Throwback Thursday: What Brings Me Down

Posted on May 18, 2017 by mydiabeticheart

Well, it’s day 4 of Diabetes Blog Week and today we talk about mental health and diabetes. Today’s prompt reads:

Today let’s revist a prompt from 2014 – May is Mental Health Month so now seems like a great time to explore the emotional side of living with, or caring for someone with, diabetes. What things can make dealing with diabetes an emotional issue for you and / or your loved one, and how do you cope? (Thanks again to Scott for this 2014 topic.)

If you’ve followed my blog for any length of time, you’re likely aware that I’ve made no secret of my struggles with anxiety, depression, and PTSD. I’ve shared some pretty dark stuff on those topics over the last couple of years. When I wrote the Confessions of a Broken Man at the end of 2014, I was in such a bad place mentally that I was ready to end it. Obviously, I didn’t, but the possibility was real. A few months after that I shared about The Ah Ha Moment I had that led to my diagnosis with PTSD and that I was working to get back on the wagon. I’ve had success with that. Though I’m still struggling with some things, I’m in a much better place today. Life gets messy at times. And it’s OK to need help with cleaning things up. We just have to ask. I’m glad I finally did.

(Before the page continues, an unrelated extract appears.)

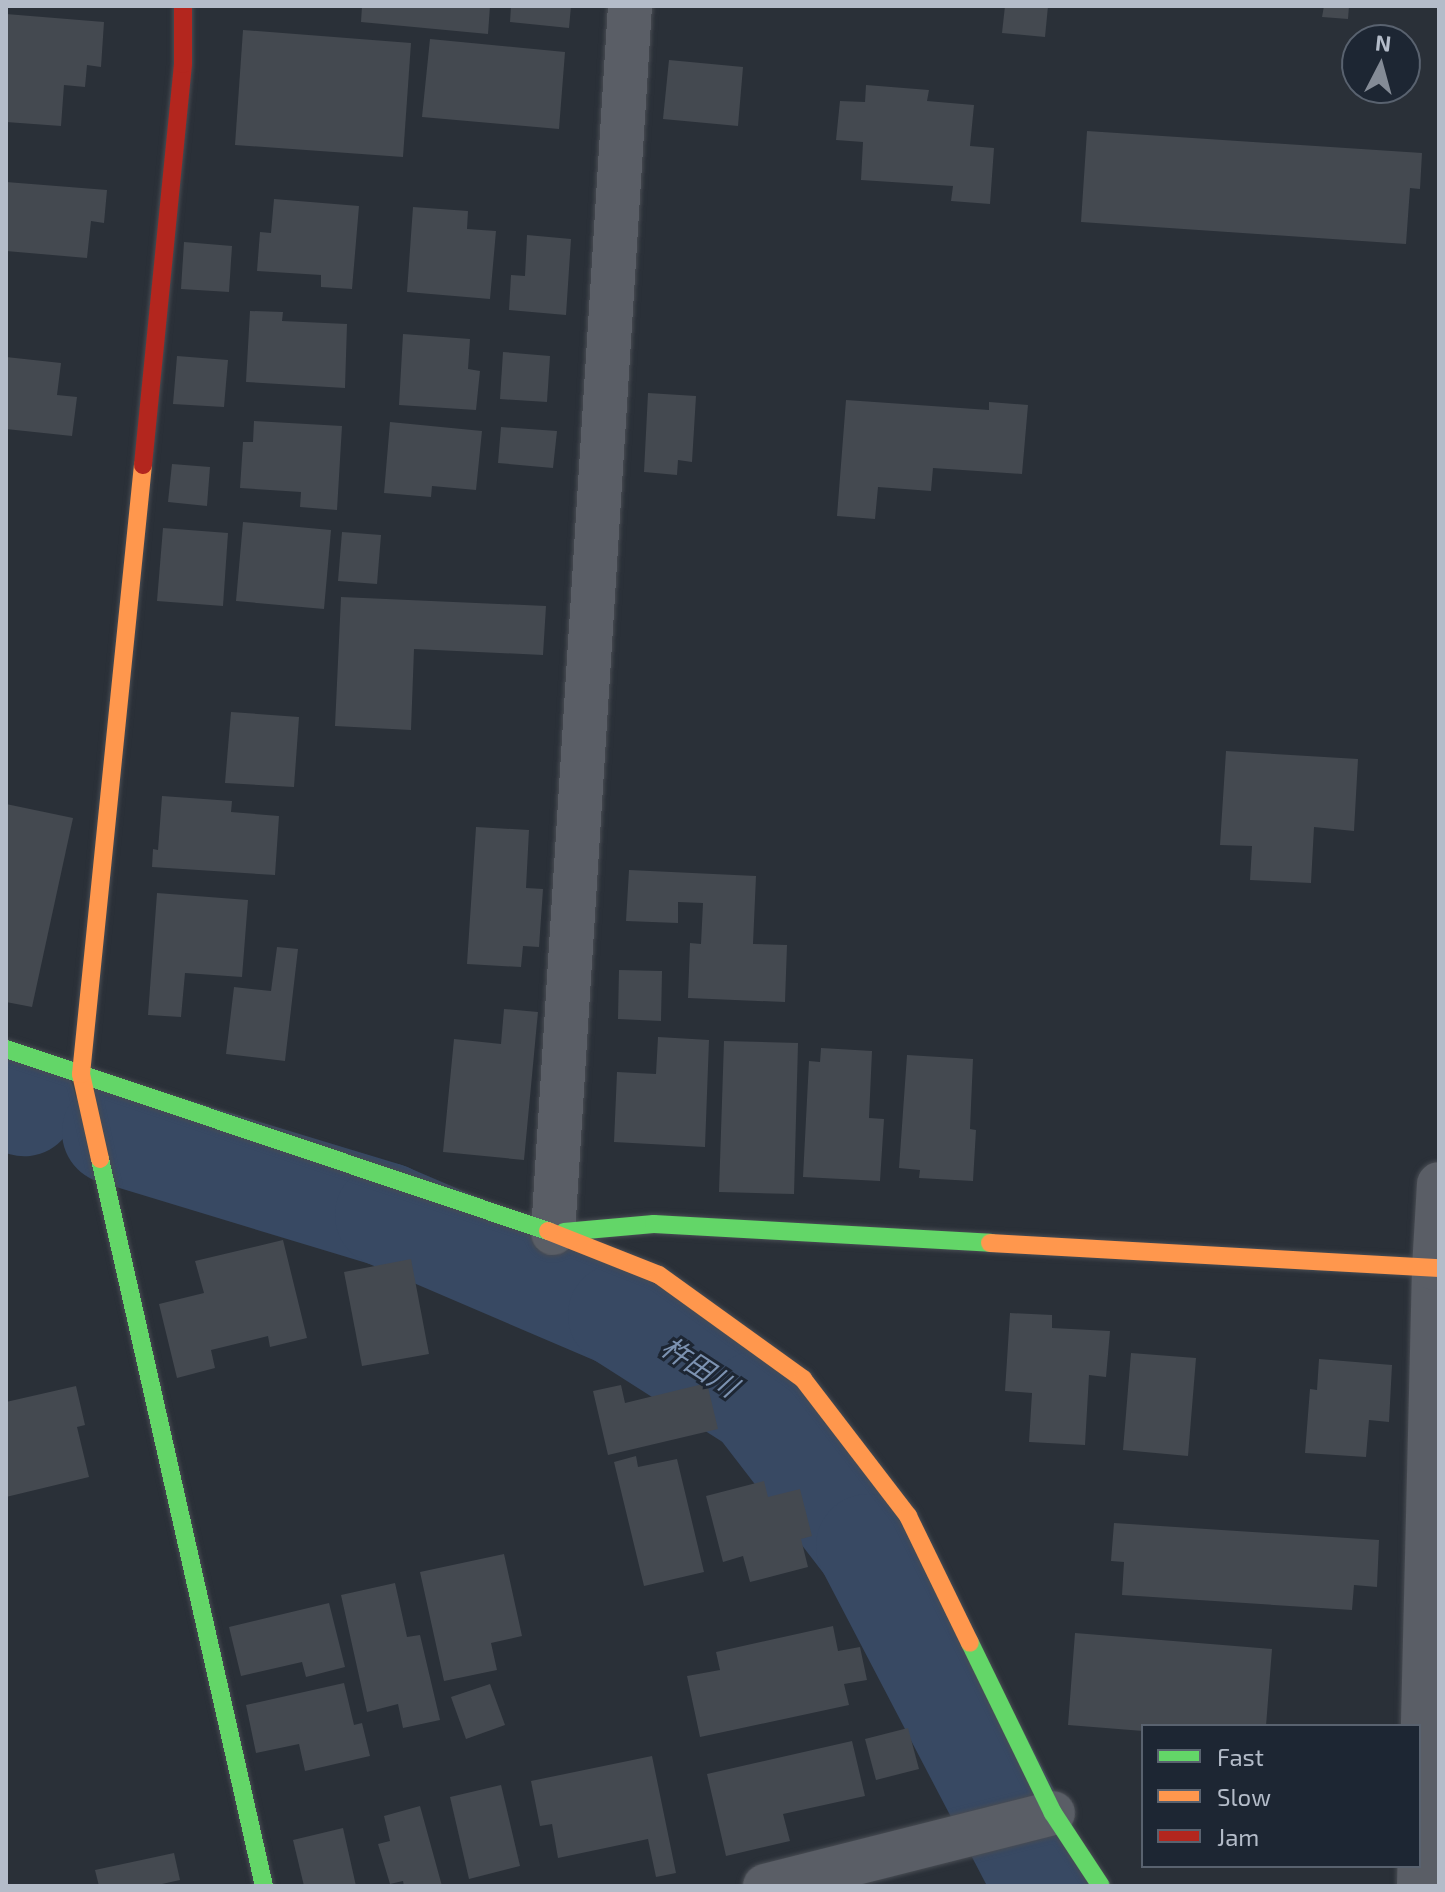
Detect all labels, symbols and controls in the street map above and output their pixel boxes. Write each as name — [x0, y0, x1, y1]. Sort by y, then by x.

Mantras, Reminders, and Walks in the Woods

On my worst days with diabetes and congestive heart failure, when everything seems to be going wrong and I’m ready to give up, I try to remember how far I’ve come since I started on this journey. I try to remember the struggles I’ve overcome this far and the strength and determination it took to do so. I try to use that as assurance that I can get through the difficulties before me. I say try because some days it works, and other days it makes no difference at all.

Some days, looking back through my blog archives for inspirational quotes that I’ve shared helps. This quote from a post in 2012 has become something of a mantra or motto. It’s certainly fitting.

“A little heart can do big things.” – me

Some times, though, I really just have to take the time to remember who I am, especially with the identity crisis I’ve faced since my diabetes label changed. I have to look inside myself and reconnect with the person that I know I am.

I am a strong, confident, caring, loving, and passionate man. I have a sound mind, and a strong spirit. I am well educated; possessing the knowledge and abilities needed to make it in this world. I am strong willed; filled with a sense of determination and endurance that will carry me through all situations. I am filled with respect, not only for others, but more importantly, for myself.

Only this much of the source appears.